Variable declaration #
In Mosc, variables are named slot that can have a value. Their are declared using nin
keyword, followed by their names which must be an identifier. The declaration can includes an initializer with is place after the =
operator
nin v1
nin v2 = 12 + 33
In above example , we create a variable v1
and variable v2
and initialise v2
by the expression following the =
sign evaluation value. Those variables are created in the current scope.
Scope #
A scope determines variables limit - till where they go! Mosc has a true block scope: a variable, when declared inside a block, lives from its declaration to the end of the block.
{
A.yira(a) # gives an error, "a" doesnt exist yet
nin a = "Ahh"
A.yira(a) # Gives: Ahh
}
A.yira(a) # "a" doesn't exist anymore
Variables declared at the top level of a script are top-level and are visible to the module system. Any other variable is local. If you decalre a with in an inner-scope with the same name as an outer one, the outer-one is shadowed and that is not considered as an error.
nin a = "outer"
{
nin a = "inner"
A.yira(a) # gives inner
}
A.yira(a) # gives outer
In the same scrope you can decalare more than one variable with the same name.
nin a = "AA"
nin a = "AS" # gives an error
Destructuration #
When declaring a variable with an in-place initialization, if the initializer expression evaluate to a Walan
or Wala
instance, you can use the destructuration technique to pick a specifiqu value directly instead of the whole value of the initializer.
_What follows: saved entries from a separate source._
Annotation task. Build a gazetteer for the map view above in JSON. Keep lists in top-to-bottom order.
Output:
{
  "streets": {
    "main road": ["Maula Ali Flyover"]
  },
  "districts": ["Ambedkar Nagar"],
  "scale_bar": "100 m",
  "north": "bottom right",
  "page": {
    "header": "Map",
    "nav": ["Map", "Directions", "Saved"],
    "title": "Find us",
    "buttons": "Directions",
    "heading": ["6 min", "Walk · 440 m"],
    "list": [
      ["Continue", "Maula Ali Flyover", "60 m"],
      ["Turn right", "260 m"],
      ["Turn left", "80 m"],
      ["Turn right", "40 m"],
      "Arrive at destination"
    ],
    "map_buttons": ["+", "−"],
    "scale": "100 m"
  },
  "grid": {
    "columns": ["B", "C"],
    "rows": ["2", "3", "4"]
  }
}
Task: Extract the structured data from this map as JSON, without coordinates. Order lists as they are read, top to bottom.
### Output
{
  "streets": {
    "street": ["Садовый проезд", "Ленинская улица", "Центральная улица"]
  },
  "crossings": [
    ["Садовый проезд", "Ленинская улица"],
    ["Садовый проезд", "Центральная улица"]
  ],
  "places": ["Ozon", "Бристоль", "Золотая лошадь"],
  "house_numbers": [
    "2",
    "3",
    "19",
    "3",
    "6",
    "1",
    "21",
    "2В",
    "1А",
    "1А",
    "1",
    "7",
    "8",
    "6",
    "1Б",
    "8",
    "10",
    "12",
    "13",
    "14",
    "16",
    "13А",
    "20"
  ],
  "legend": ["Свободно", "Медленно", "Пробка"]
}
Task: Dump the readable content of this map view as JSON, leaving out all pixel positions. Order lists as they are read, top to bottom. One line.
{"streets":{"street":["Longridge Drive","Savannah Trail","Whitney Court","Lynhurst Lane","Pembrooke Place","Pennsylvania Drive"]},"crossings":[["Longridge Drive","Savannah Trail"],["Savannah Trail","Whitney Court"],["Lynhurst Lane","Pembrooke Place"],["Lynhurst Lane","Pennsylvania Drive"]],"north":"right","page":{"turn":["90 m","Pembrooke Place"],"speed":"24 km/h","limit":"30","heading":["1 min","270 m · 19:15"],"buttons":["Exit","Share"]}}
Let’s say you have a list, and you wan to declare two variables and , respectively, initialize them with the first and second items of the list you may write like this without destructuration:
nin wala = [1, 2, 3, 4]
nin var1 = wala[0]
nin var2 = wala[1]
Using destructuration, you write instead
nin wala = [1, 2, 3, 4]
nin [var1, var2] = [1, 2, 3, 4]
A.yira(var1) # gives: 1
A.yira(var2) # gives: 2
The same way you can destructure a map (Wala
instance).
nin user = {"togo": "Molo", "diamou": "DOUMBIA", "sii": 26}
nin { togo, diamou } = user;
A.yira(togo) # gives: Molo
A.yira(diamou) # gives: DOUMBIA
You can use the rest operator ...
to store the remainig values of destructuration.
nin wala = [1, 2, 3, 4]
nin [var1, var2, ...rest] = [1, 2, 3, 4]
A.yira(rest) # gives: [3, 4]
nin user = {"togo": "Molo", "diamou": "DOUMBIA", "sii": 26}
nin { togo, ...other } = user;
A.yira(other) # gives: { "diamou": "DOUMBIA", "sii": 26}
The destructuraton is available only in in-place variable initialization, not in assignation.
Assignment #
After a variable has been declared, you can change its value by assigning to it a new value through =
operator.
nin var = "molo"
var = "Droid"
Since an assignment walks up the scope stack to find where the named variable is declared, so it’s an error to assign to a variable that isn’t declared. Mosc doesn’t roll with implicit variable definition.
When used in a larger expression, an assignment expression evaluates to the assigned value.
nin var = "molo"
A.yira(var = "Droid") # gives: Droid
If the left-hand side is some more complex expression than a bare variable name, then it isn’t an assignment. Instead, it’s calling a setter method.